When starting net.eth0 the initscript entered an infinite loop, which I have traced to the while read ... done </proc/net/dev block in the _ifindex() function in iproute2.sh (also in ifconfig.sh but my system doesn't use that). This appears to be the same problem described at: http://lists.debian.org/debian-kernel/2012/02/msg01089.html I have managed to work around it by changing the loop in _ifindex() from: while read line; do ... done </proc/net/dev to: cat /proc/net/dev | while read line; do ... done I've managed to restart the interface before with this kernel (vanilla 3.3.0 with a patch for Apple backlight support) and haven't rebooted since that worked, so I think some set of conditions needs to be met before this bug is triggered, but once I got into the state where reading /proc/net/dev failed it kept failing until I edited the script as described above. Reproducible: Sometimes
@robbat2: Can we rewrite _ifindex() to not use /proc/net/dev, at least for linux systems? I think if we can get away from /proc/net/dev that will be a good solution for this.
WilliamH: can we rely on awk instead? there is basically no other way to get the indices of an interface that will not change the ordering. The interfaces in that file are ordered by when they were added to a system, and that order is important to us. The entire function could be replaced by this awk function: awk " BEGIN{n=-2} /^$IFACE:/{n=NR-2; } END{if(n<0){n=NR-1}; print n}" /proc/net/dev if you want debugging, add this between the /^$IFACE:/ line and the END line: { printf(\"nr-2=%d n=%d s=%s\n\",NR-2,n,\$1);}
(In reply to comment #2) > WilliamH: > can we rely on awk instead? > there is basically no other way to get the indices of an interface that will > not change the ordering. > The interfaces in that file are ordered by when they were added to a system, > and that order is important to us. @robbat2: I would rather not use awk, because that adds another dependency to openrc, and I'm not sure it resolves the issue. Looking at the related debian bug report, it looks like the issue is a kernel issue with reading from /proc/net/dev, regardless of how we do it. Since the issue is sporatic, I'm not sure that the fix originally proposed, or using awk would actually fix this.

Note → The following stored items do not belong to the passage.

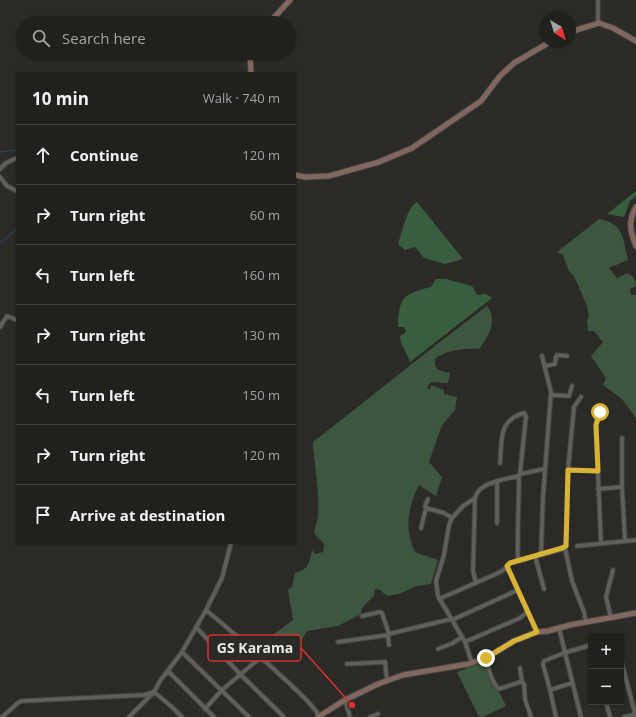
<!DOCTYPE html>
<html lang="en">
<head>
<meta charset="utf-8">
<style>
  :root { --surface:#20201d; --page:#282826; --text:#f1f3f6; --muted:#a2a3a4; --line:#3d3e3b }
  body { margin:0; font-family:"Open Sans",sans-serif; background:var(--page); color:var(--text) }
  .controls { position:absolute; right:12px; bottom:12px; display:grid; overflow:hidden; border-radius:0px; box-shadow:0 1px 3px #0004 }
  .controls button { width:36px; height:36px; display:grid; place-items:center; padding:0; border:0; border-bottom:1px solid var(--line); background:var(--surface); color:var(--text); font:20px sans-serif }
  .compass { position:absolute; left:540px; top:12px; width:36px; height:36px; border-radius:50%; background:var(--surface); box-shadow:0 1px 3px #0004; rotate:142deg }
  .stop { position:absolute; width:12px; height:12px; margin:-9px; border:3px solid #d9b334; border-radius:50%; background:#fff }
  .stop.end { background:#d9b334; border-color:#fff; box-shadow:0 1px 4px #0008 }
  .list { margin:0; padding:0; list-style:none }
  h2 { display:flex; justify-content:space-between; align-items:center; height:52px; margin:0; padding:0 16px; font-size:17px }
  h2 small { font-size:13px; font-weight:400; color:var(--muted) }
  .list li { display:grid; grid-template-columns:26px 1fr auto; gap:12px; align-items:center; box-sizing:border-box; height:60px; padding:0 16px; border-top:1px solid var(--line) }
  .list b { display:block; font-size:15px; white-space:nowrap }
  .list em { font-size:13px; font-style:normal; color:var(--muted) }
  .icon { flex:none; width:22px; height:22px; fill:none; stroke:currentColor; stroke-width:2; stroke-linecap:round; stroke-linejoin:round }
  .map { position:relative; flex:none; width:636px; height:717px; overflow:hidden }
  .search { position:absolute; background:var(--surface); box-shadow:0 1px 3px #0004; left:16px; top:16px; width:280px; height:44px; display:flex; align-items:center; gap:10px; box-sizing:border-box; padding:0 14px; border-radius:22px; color:var(--muted); font-size:15px }
  .panel { position:absolute; background:var(--surface); box-shadow:0 1px 3px #0004; left:16px; top:72px; width:280px; height:472px; border-radius:0px }
  .map>svg:first-child { display:block }
  .green { fill:#3d5640 }
  .forest { fill:#395e3f }
  .lines { fill:none; stroke-linecap:round; stroke-linejoin:round }
  .stream { stroke:#284566; stroke-width:1 }
  .minor-casing { stroke:#464643; stroke-width:5.5 }
  .secondary-casing { stroke:#464643; stroke-width:7 }
  .minor { stroke:#605f5c; stroke-width:3.5 }
  .secondary { stroke:#826660; stroke-width:5 }
  .route { stroke:#d9b334; stroke-width:5 }
  .leader { fill:none; stroke:#d73232; stroke-width:1.5 }
  .callout-dot { fill:#d73232; stroke:#2b2a27; stroke-width:1.5 }
  .callout { fill:#2b2a27; stroke:#d73232; stroke-width:1.5 }
  .callout-label { font-size:14px; text-anchor:middle; font-weight:bold; fill:#e8e8e6 }
</style>
</head>
<body>
<div class="map">
<svg width="636" height="717" viewBox="0 0 636 717">
  <rect width="100%" height="100%" fill="#2b2a27"/>
  <!-- green -->
  <path class="green" d="M599,219C624,223 623,239 628,260L609,268L617,278L628,273C633,276 636,280 636,286L630,289L631,295H636V418L622,399L603,385L606,378L591,356L603,342L594,331H588L587,320L589,316L587,306L574,276L569,271L563,255L557,252Z
    M487,306C498,320 489,337 479,349C467,348 444,350 435,359V366L438,370L450,373L448,383L431,382L427,388L430,390L431,385L444,390V394L457,397L455,410L442,425L429,462L442,477L436,496L419,485C408,506 404,531 415,552L438,560L431,584L417,586L399,594L387,596L380,590L375,589L374,596C369,601 361,606 361,614L338,626L307,631L298,645L290,643L274,634L293,620L288,590L292,587L295,573C309,569 309,564 312,550L315,554L323,552L324,544L314,533C315,527 318,521 318,515C320,491 314,466 313,442C371,397 428,350 487,306Z
    M484,661L506,706L483,717H479L457,672Z"/>
  <!-- forest -->
  <path class="forest" d="M636,191V196L630,201L624,217L607,214Z
    M417,202L463,259L445,264L424,258L415,247L405,250L398,244C402,233 407,207 417,202Z
    M436,279H446L472,286L477,295L486,294L492,298L410,362C408,353 400,346 400,336L406,332L404,327H398C399,298 402,294 431,287Z"/>
  <g class="lines">
    <!-- stream -->
    <path class="stream" d="M0,152L17,150
      M0,243L17,229"/>
    <defs>
      <path id="minor" d="M598,23V0
        M0,169L6,163L17,158
        M0,177L7,186L17,191
        M0,327L7,316L17,320
        M545,366L555,364L556,357L557,355L567,356
        M551,395L569,396L572,386
        M600,412L597,420L596,425L601,543
        M622,438V487L625,540
        M568,470L598,471
        M520,474L544,469
        M497,481L518,476L520,474L526,416L524,413C498,420 502,441 500,463
        M598,489L622,487
        M475,498L463,506L452,518L449,525L444,555L436,581L438,596L465,642L520,618L527,612
        M426,508L425,506L428,499
        M421,528L426,508L444,513L452,518
        M231,543L222,578L206,610C235,634 263,659 290,684C300,694 313,704 319,716
        M577,546L636,540
        M565,548L572,581L584,612L586,622
        M541,554L543,497L551,392L542,356
        M535,556L544,589
        M518,561C517,532 519,504 519,475
        M476,583L473,571L475,498C478,487 488,484 497,481V523
        M439,599L496,574L507,568
        M362,616L380,612L382,613L389,634
        M611,618L606,597L613,570
        M452,620L518,590
        M196,627L241,675L283,716
        M559,628L581,717
        M537,632L507,566L510,563L563,549L566,546L568,470L574,407L581,397
        M338,642L388,635
        M465,642L472,663
        M389,645L388,637L389,634L451,619
        M438,649L453,643L462,637
        M182,652L249,717
        M486,658C488,667 491,682 499,689L520,682H522L524,684L525,699L531,717
        M621,660L636,717
        M347,664L385,662L387,681
        M520,668L522,682
        M168,671L214,717
        M550,690L543,664L544,661L564,653L591,645
        M345,700L350,717
        M606,702L610,717
        M205,709L222,690L261,657
        M2,717L19,702L22,701L144,695L154,692L171,706L182,717
        M129,717L154,692L160,681L182,652L206,610
        M370,717L378,714
        M556,717L550,690L572,683
        M624,717L636,714"/>
      <path id="secondary" d="M269,23L290,0
        M570,32L599,23L613,28L636,41
        M250,53L251,73
        M295,175L305,177L329,176L379,162L412,148L481,101L500,76L514,63L550,42
        M636,207C628,220 630,232 636,246
        M318,717L345,700L378,684L403,675L468,664L486,658L514,641L537,632L548,631L570,625L636,613"/>
    </defs>
    <!-- minor casing -->
    <use href="#minor" class="minor-casing"/>
    <!-- secondary casing -->
    <use href="#secondary" class="secondary-casing"/>
    <!-- minor -->
    <use href="#minor" class="minor"/>
    <!-- secondary -->
    <use href="#secondary" class="secondary"/>
  </g>
  <g class="lines">
    <!-- route -->
    <path class="route" d="M486,658L514,641L537,632L507,566L510,563L562,548L566,546L568,470L598,471L596,425L600,412"/>
  </g>
  <!-- callouts -->
  <path class="leader" d="M352 705L301 648"/>
  <circle class="callout-dot" cx="352" cy="705" r="4"/>
  <rect class="callout" x="208" y="635" width="93" height="26" rx="4"/>
  <g class="callout-label">
    <text x="255" y="653">GS Karama</text>
  </g>
</svg>
<div class="controls">
<button>+</button>
<button>−</button>
</div>
<svg class="compass" viewBox="-18 -18 36 36"><path d="M0-13l5 13h-10z" fill="#e53935"/><path d="M0 13l5-13h-10z" fill="#a2a3a4"/></svg>
<div class="stop" style="left:600px;top:412px"></div>
<div class="stop end" style="left:486px;top:658px"></div>
<div class="search"><svg class="icon" aria-label="search" viewBox="0 0 24 24"><circle cx="10" cy="10" r="6"/><path d="M15 15l6 6"/></svg>Search here</div>
<section class="panel">
<h2>10 min<small>Walk · 740 m</small></h2>
<ul class="list">
<li><svg class="icon" aria-label="ahead" viewBox="0 0 24 24"><path d="M12 20V5M6 11l6-6 6 6"/></svg><div><b>Continue</b></div><em>120 m</em></li>
<li><svg class="icon" aria-label="right" viewBox="0 0 24 24"><path d="M7 20v-9h11M14 6l5 5-5 5"/></svg><div><b>Turn right</b></div><em>60 m</em></li>
<li><svg class="icon" aria-label="left" viewBox="0 0 24 24"><path d="M17 20v-9H6M10 6l-5 5 5 5"/></svg><div><b>Turn left</b></div><em>160 m</em></li>
<li><svg class="icon" aria-label="right" viewBox="0 0 24 24"><path d="M7 20v-9h11M14 6l5 5-5 5"/></svg><div><b>Turn right</b></div><em>130 m</em></li>
<li><svg class="icon" aria-label="left" viewBox="0 0 24 24"><path d="M17 20v-9H6M10 6l-5 5 5 5"/></svg><div><b>Turn left</b></div><em>150 m</em></li>
<li><svg class="icon" aria-label="right" viewBox="0 0 24 24"><path d="M7 20v-9h11M14 6l5 5-5 5"/></svg><div><b>Turn right</b></div><em>120 m</em></li>
<li><svg class="icon" aria-label="arrive" viewBox="0 0 24 24"><path d="M6 21V4h12l-3 4 3 4H6"/></svg><div><b>Arrive at destination</b></div></li>
</ul>
</section>
</div>
</body>
</html>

(In reply to comment #3) > (In reply to comment #2) > > can we rely on awk instead? > > there is basically no other way to get the indices of an interface that will > > not change the ordering. > > The interfaces in that file are ordered by when they were added to a system, > > and that order is important to us. Is this definitely the case? It seems that the following commit means that the iteration order can now change since the file is now generated by iterating over the buckets in the hash table net->dev_name_head (see list_netdevice() in net/core/dev.c). commit f04565ddf52e401880f8ba51de0dff8ba51c99fd Author: Mihai Maruseac <mihai.maruseac@gmail.com> Date: Thu Oct 20 20:45:10 2011 +0000 dev: use name hash for dev_seq_ops > @robbat2: > I would rather not use awk, because that adds another dependency to openrc, > and I'm not sure it resolves the issue. > > Looking at the related debian bug report, it looks like the issue is a > kernel issue with reading from /proc/net/dev, regardless of how we do it. > Since the issue is sporatic, I'm not sure that the fix originally proposed, > or using awk would actually fix this. I'm not sure the issue is sporadic - I've only had an infinite loop once, but I consistently (across 4 machines) get corrupted output running: while read -r line ; do echo "$line" ; done </proc/net/dev whereas `cat /proc/net/dev` always seems reasonable. After digging into this a bit more the problem seems to be that the read builtin reads a chunk from the file and then seeks backwards to the first newline so that the next call reads the next line and it is this seeking that is broken - so yes, it does seem to be a kernel issue, but it's much simpler to make OpenRC work around the bug. cat seems to use a 4096 byte chunk which is bigger than the total size of /proc/net/dev on all of my systems, so I'm not sure if this still works once you have a lot of interfaces - I suspect that it will be fine since cat will not call lseek at all and the bug appears to be in dev_seq_next() in net/core/dev.c, which does not use the pos parameter in determining what to return - so it will work fine if called to output the devices in order but not if the caller seeks at all.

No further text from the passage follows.